FIG. 1 is a schematic exploded perspective view of a camera module assembly, according to an exemplary embodiment;

FIG. 2 is a schematic perspective view of the camera module assembly of FIG. 1, in which a camera module is assembled, according to an exemplary embodiment;

FIG. 3 is a schematic front view of the camera module assembly of FIG. 2, according to an exemplary embodiment;

FIG. 4 is a schematic front view of the camera module assembly of FIG. 2, according to an exemplary embodiment;

FIG. 5 is a schematic perspective view of the camera module assembly of FIG. 1, in which a light projecting portion is assembled, according to an exemplary embodiment; and

FIG. 6 is a schematic front view of the camera module assembly of FIG. 5, according to an exemplary embodiment.

DETAILED DESCRIPTION

The inventive concept is described in detail with reference to the accompanying drawings. However, the inventive concept is not limited thereto and it will be understood that various changes in form and details may be made therein without departing from the spirit and scope of the inventive concept. That is, descriptions on particular structures or functions may be presented merely for explaining exemplary embodiments of the inventive concept.

Terms such as “first” and “second” are used herein merely to describe a variety of constituent elements, but the constituent elements are not limited by the terms. Such terms are used only for the purpose of distinguishing one constituent element from another constituent element.

It will be understood that when a layer, region, or component is referred to as being “formed on” another layer, region, or component, it can be directly or indirectly formed on the other layer, region, or component.
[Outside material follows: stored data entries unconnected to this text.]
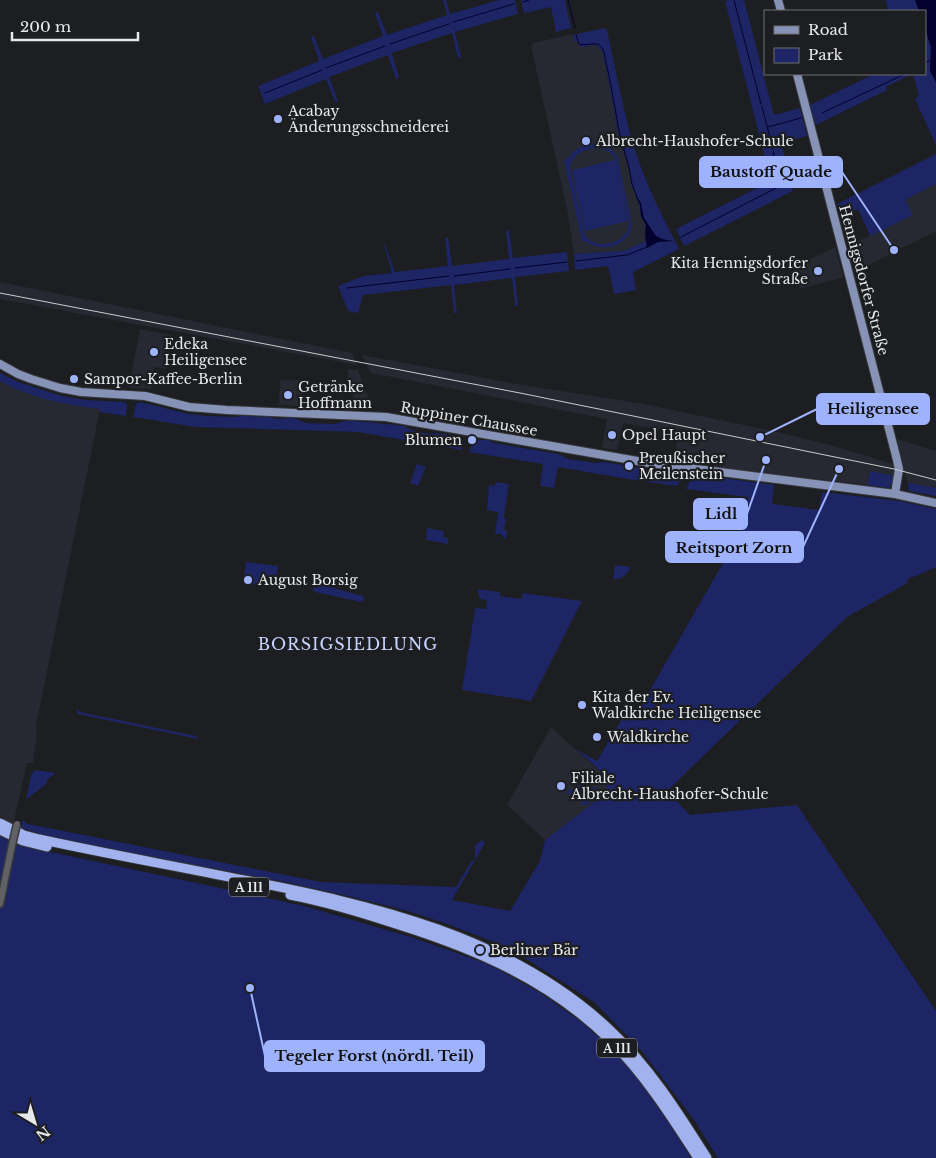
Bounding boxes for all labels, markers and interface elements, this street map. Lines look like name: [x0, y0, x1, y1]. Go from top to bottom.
scale bar: [12, 10, 139, 42]
legend: [764, 10, 926, 75]
text: 200 m: [20, 17, 71, 36]
text: Road: [808, 20, 848, 39]
text: Park: [808, 45, 844, 64]
place label: Acabay Änderungsschneiderei: [287, 102, 449, 136]
marker: Acabay Änderungsschneiderei: [272, 113, 284, 125]
place label: Albrecht-Haushofer-Schule: [595, 132, 793, 150]
marker: Albrecht-Haushofer-Schule: [580, 135, 592, 147]
callout: Baustoff Quade: [700, 157, 842, 187]
text: Baustoff Quade: [710, 162, 832, 181]
street label: Hennigsdorfer Straße: [835, 203, 893, 357]
place label: Kita Hennigsdorfer Straße: [670, 254, 808, 288]
marker: Kita Hennigsdorfer Straße: [812, 265, 824, 277]
place label: Edeka Heiligensee: [164, 335, 247, 369]
marker: Edeka Heiligensee: [148, 346, 160, 358]
place label: Sampor-Kaffee-Berlin: [84, 370, 243, 388]
marker: Sampor-Kaffee-Berlin: [68, 373, 80, 385]
place label: Getränke Hoffmann: [298, 378, 372, 412]
marker: Getränke Hoffmann: [282, 389, 294, 401]
callout: Heiligensee: [817, 394, 929, 424]
street label: Ruppiner Chaussee: [399, 398, 539, 440]
text: Heiligensee: [827, 399, 919, 418]
place label: Opel Haupt: [622, 426, 707, 444]
marker: Opel Haupt: [606, 429, 618, 441]
place label: Blumen: [405, 431, 462, 449]
marker: Blumen: [466, 434, 478, 446]
place label: Preußischer Meilenstein: [639, 449, 725, 483]
marker: Preußischer Meilenstein: [623, 460, 635, 472]
callout: Lidl: [694, 499, 747, 529]
text: Lidl: [705, 504, 738, 523]
callout: Reitsport Zorn: [666, 532, 803, 562]
text: Reitsport Zorn: [676, 538, 793, 557]
place label: August Borsig: [257, 571, 358, 589]
marker: August Borsig: [242, 574, 254, 586]
district label: BORSIGSIEDLUNG: [258, 634, 438, 654]
place label: Kita der Ev. Waldkirche Heiligensee: [591, 688, 761, 722]
marker: Kita der Ev. Waldkirche Heiligensee: [576, 699, 588, 711]
place label: Waldkirche: [606, 728, 689, 746]
marker: Waldkirche: [591, 731, 603, 743]
place label: Filiale Albrecht-Haushofer-Schule: [570, 769, 768, 803]
marker: Filiale Albrecht-Haushofer-Schule: [555, 780, 567, 792]
road number: A 111: [229, 878, 269, 896]
place label: Berliner Bär: [490, 941, 578, 959]
marker: Berliner Bär: [474, 944, 486, 956]
road number: A 111: [597, 1038, 637, 1058]
callout: Tegeler Forst (nördl. Teil): [265, 1041, 484, 1071]
text: Tegeler Forst (nördl. Teil): [274, 1046, 474, 1065]
north arrow: [10, 1098, 60, 1148]
text: N: [32, 1122, 54, 1144]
That is, for example, intervening layers, regions, or components may be present.

In the drawings, the thicknesses of multiple layers and regions are exaggerated for clarity. The thicknesses of some layers and regions in the drawings may be exaggerated for convenience of explanation. Like reference numerals in the drawings denote like elements, and thus their description will not be repeated.

FIG. 1 is a schematic exploded perspective view of a camera module assembly 1000, according to an exemplary embodiment. FIG. 2 is a schematic perspective view of the camera module assembly 1000 of FIG. 1, in which a camera module 100 is assembled, according to an exemplary embodiment. FIG. 3 is a schematic front view of the camera module assembly 1000 of FIG. 2, according to an exemplary embodiment. FIG. 4 is a schematic front view of the camera module assembly 1000 of FIG. 2, according to an exemplary embodiment.

First, referring to FIGS. 1 and 2, the camera module assembly 1000 according to the present exemplary embodiment may include the camera module 100, a support bracket 200, a light projecting portion 300, and a main bracket 400.

The camera module 100 includes a front side X1 and a rear side X2 that is opposite to the front side X1, and extends from the front side X1 toward the rear side X2. A lens L is provided at the front side X1 of the camera module 100. A barrel (not shown) for accommodating various lenses including the lens L may be arranged in the camera module 100. Also, the camera module 100 may include a casing portion (not referenced) that encompasses an outer surface of the barrel and protects inner parts of the camera module 100. The casing portion has a rectangular box shape, and thus, may be easily coupled to one flat surface of the support bracket 200.

The lens L provided at the front side X1 of the camera module 100 may be a zoom lens, and thus, the camera module 100 may perform a zoom operation by using the lens L. An image sensor (not shown) may be provided at the rear side X2 of the camera module 100. The image sensor detects contrast and color of a capture image and converts the contrast and color to electrical signals. The camera module 100 may include an image sensor printed circuit board (PCB) (not shown) to output or receive various signals including the electrical signals. For example, a complementary metal-oxide semiconductor (CMOS) sensor or a charge-coupled device (CCD) sensor may be used as the image sensor.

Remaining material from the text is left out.